Я рад, что у меня надежный товарищ. Я знаю, еще много лет мы будем вспоминать этот поход и, если когда-нибудь нам что-то надо будет сделать, никто из нас не будет сомневаться в правильности поступка другого, потому что мы верим друг другу сейчас.
Мы идем к маяку.
Так спешишь к любимой женщине после долгой разлуки.
Сначала бежишь, и в голове у тебя ни одной связной мысли, потом замедляешь шаг и закуриваешь и думаешь о том, что вот все кончилось, разлуки нет, и будто ее не было, и ты знаешь тысячу выражений ее глаз, и ты знаешь, что будет тысяча первое, которого ты еще не видел, и будут слова, простые и неожиданные, и будет так хорошо, что ты и не представляешь…
Виталий улыбается своим мыслям. Не слишком ли рано мы думаем о встрече после разлуки? Нет. Просто нам очень хорошо — появилось второе дыхание. Мы втянулись в работу, — значит, мы ее сделаем.
Подходим к маяку, и нас никто не встречает. Маяк бездействует. Подсобка завалена непригодными батареями.
Дом невдалеке закрыт на доску.
Мы вынимаем доску из ручки двери и входим.
Две железные койки завалены шкурами. Железная печь. Банки, утварь. В коридоре пара ржавых капканов.
Сундучок без замка. Открываем. Там куски шкур, оставшиеся после шитья, моток ниток, большая железная банка, куски материи.
Открываем банку.
На лице Виталия плотоядная улыбка. Ура!
В банке крупа. Перловка-сечка. Надо же — такое везение! Виталий очень соскучился по каше.
Пока он возится с печкой, я бегу за водой. Но в океане вода соленая. Рядом в болоте — тоже.
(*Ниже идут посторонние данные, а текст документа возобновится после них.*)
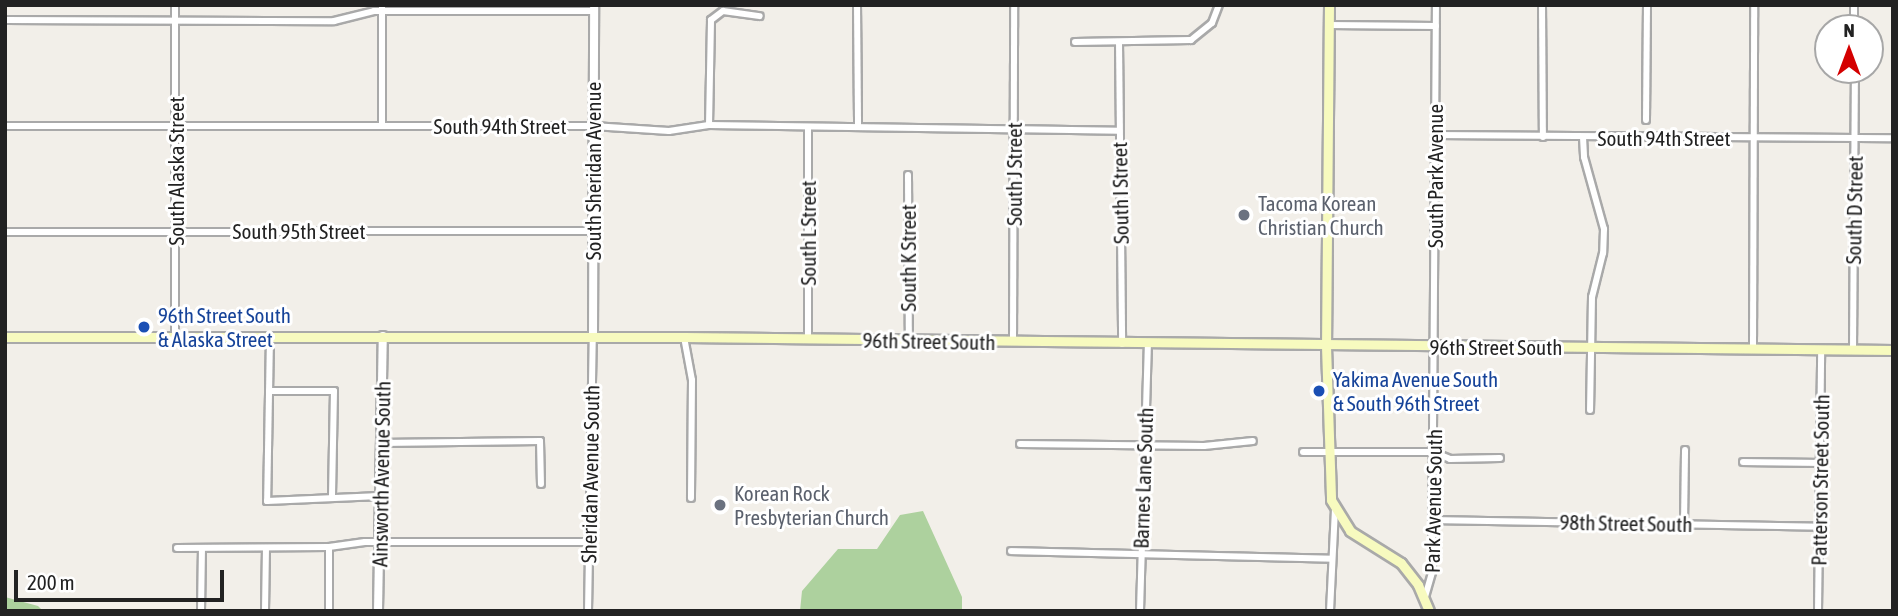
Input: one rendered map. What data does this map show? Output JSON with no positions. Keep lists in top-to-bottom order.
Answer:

Ни речки, ни ручейка. Может, поэтому избушка на лето брошена?
Ухожу в тундру и набираю воды из лужицы.
…Вещи многое могут рассказать о человеке. И многое может рассказать отсутствие вещей.
Здесь жили муж и жена, чукчи. Детей у них не было. Уехали они отсюда зимой, не дожидаясь весны.